Challah was sitting in a corner of the host’s bedroom on a beanbag, staring first at her cigarette and then into her ashtray and then back at her disintegrating conversation piece. Baobab’s bedroom being a fairly large (although windowless) affair, the guests had crammed themselves neatly into the corners, leaving plenty of open space for guest appearances.

So, in corner number one there was Challah, alone, smoking, ashing; in corner number two we have a pair of engineering students, a heavyset and demonstrably gay Filipino practicing hypnosis on a very loud and impressionable man half his age (“You are Jim Morrison…I am Jim Morrison!”); corner number three—Roberta, who had just entered Baobab’s life, being purposefully rubbed down by Bao’s history professor, a ruddy Canadian hoser; and, finally, corner number four, our hero Vladimir trying to have an intelligent discussion with a Ukrainian exchange student on the topic of disarmament.

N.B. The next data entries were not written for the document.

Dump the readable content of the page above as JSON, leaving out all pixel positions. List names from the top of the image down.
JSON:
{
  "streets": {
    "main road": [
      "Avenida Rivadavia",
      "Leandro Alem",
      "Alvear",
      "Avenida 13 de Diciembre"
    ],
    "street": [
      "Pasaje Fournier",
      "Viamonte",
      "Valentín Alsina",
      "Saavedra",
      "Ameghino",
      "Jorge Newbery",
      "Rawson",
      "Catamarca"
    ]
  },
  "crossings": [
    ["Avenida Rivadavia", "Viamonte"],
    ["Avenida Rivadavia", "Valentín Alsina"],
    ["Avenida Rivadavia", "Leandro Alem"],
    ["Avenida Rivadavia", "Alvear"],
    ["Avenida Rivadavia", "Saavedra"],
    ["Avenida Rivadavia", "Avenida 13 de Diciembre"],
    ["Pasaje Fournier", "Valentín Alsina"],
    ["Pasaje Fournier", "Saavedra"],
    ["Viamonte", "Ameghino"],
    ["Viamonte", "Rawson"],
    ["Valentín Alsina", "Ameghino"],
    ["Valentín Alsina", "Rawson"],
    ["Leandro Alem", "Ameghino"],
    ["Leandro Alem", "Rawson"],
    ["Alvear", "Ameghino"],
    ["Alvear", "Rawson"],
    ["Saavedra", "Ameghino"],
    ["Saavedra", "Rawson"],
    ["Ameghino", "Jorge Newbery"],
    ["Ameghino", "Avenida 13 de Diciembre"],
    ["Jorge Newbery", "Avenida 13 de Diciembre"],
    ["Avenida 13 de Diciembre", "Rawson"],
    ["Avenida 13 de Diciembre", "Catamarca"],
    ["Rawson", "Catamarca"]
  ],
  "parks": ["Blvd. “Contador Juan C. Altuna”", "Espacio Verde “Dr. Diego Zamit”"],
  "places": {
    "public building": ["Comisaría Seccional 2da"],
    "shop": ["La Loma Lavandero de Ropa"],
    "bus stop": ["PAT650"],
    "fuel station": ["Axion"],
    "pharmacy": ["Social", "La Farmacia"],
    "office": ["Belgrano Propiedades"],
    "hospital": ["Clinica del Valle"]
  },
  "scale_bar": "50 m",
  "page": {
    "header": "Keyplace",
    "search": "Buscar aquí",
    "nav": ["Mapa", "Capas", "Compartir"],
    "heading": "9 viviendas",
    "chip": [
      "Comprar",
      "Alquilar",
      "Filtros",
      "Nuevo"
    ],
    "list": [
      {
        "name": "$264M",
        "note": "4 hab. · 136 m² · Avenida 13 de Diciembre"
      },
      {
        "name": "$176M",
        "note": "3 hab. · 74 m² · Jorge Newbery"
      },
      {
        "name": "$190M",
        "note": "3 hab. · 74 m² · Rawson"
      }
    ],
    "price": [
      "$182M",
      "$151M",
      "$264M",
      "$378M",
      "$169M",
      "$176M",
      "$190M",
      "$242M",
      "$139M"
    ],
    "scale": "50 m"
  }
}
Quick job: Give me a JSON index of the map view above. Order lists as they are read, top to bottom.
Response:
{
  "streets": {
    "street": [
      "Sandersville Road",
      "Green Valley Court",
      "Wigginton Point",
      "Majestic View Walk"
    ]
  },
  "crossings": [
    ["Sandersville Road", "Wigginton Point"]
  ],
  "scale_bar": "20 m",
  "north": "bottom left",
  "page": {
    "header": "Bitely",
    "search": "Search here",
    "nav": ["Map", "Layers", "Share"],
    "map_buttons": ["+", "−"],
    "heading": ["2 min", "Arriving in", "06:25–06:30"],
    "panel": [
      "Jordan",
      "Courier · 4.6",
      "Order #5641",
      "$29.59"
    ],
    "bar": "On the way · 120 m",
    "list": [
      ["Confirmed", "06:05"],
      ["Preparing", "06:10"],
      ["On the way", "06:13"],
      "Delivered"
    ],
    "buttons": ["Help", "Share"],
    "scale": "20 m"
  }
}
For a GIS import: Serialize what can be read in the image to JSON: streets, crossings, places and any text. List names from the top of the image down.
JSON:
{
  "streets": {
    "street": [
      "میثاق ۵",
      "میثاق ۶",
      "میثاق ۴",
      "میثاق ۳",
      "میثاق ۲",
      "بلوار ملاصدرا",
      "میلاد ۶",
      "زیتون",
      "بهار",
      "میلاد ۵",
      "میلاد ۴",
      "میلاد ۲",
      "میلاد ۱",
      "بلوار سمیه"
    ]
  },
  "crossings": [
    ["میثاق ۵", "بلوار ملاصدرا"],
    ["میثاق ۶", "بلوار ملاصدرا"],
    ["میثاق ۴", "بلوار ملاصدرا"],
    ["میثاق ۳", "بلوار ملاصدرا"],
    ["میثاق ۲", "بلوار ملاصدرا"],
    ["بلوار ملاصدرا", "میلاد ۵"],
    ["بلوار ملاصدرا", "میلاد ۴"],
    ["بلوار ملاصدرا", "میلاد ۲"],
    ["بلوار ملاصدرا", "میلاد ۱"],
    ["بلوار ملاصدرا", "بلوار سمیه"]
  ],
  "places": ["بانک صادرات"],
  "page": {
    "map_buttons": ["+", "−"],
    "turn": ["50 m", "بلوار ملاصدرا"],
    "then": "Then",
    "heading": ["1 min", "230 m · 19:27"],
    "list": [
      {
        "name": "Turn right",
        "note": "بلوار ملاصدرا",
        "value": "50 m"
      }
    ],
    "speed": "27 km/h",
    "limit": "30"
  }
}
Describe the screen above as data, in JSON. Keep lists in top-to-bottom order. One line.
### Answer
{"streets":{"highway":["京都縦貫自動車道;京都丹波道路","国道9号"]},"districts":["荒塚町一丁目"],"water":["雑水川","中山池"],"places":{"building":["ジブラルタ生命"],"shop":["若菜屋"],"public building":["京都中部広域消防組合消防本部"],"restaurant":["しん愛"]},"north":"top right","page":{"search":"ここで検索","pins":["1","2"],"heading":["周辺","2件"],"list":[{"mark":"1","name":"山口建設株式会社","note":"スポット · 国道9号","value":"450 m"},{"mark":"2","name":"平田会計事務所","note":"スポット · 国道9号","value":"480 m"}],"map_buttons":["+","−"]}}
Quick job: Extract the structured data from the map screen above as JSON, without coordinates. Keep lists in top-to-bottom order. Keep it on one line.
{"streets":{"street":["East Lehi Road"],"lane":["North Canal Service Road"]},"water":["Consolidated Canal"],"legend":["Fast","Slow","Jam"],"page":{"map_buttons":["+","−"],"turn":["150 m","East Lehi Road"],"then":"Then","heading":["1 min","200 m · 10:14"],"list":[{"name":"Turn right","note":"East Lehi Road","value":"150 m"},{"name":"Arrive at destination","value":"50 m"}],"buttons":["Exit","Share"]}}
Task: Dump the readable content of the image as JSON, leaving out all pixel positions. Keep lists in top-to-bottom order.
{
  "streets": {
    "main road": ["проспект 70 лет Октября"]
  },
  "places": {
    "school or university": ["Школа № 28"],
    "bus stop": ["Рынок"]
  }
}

The guest appearance was Baobab’s. He came in dressed like the Savior, did a little number with his crown of thorns, some indecent exposure courtesy of his loincloth, got some good laughs out of everyone including Challah who was wrapped into herself in the corner, a huddle of dark cloth and Satanic jewelry. Then he fondled Jim Morrison and, in turn, his hefty hypnotist friend, tried to extricate Roberta from the clutches of the academy, and finally sat down next to Vladimir and the Ukrainian. “Stanislav, they’re making toasts out in the kitchen,” Bao said to the Ukrainian. “I think they need you.”

“That’s Challah, a friend of Roberta’s,” Baobab said after the Ukrainian had left.

“Challah?” Vladimir was thinking, of course, of the sweet, fluffy bread served on the eve of the Jewish Sabbath.

“Her father’s a commodities trader, lives in Greenwich, Connecticut, and she works as a submissive.”

“She could play Magdalene to your Christ,” sneered Vladimir. Nonetheless, he went over to introduce himself.

“Hello,” Vladimir said, plunking himself down in her beanbag nest. “Do you know I’ve been hearing your name all night?”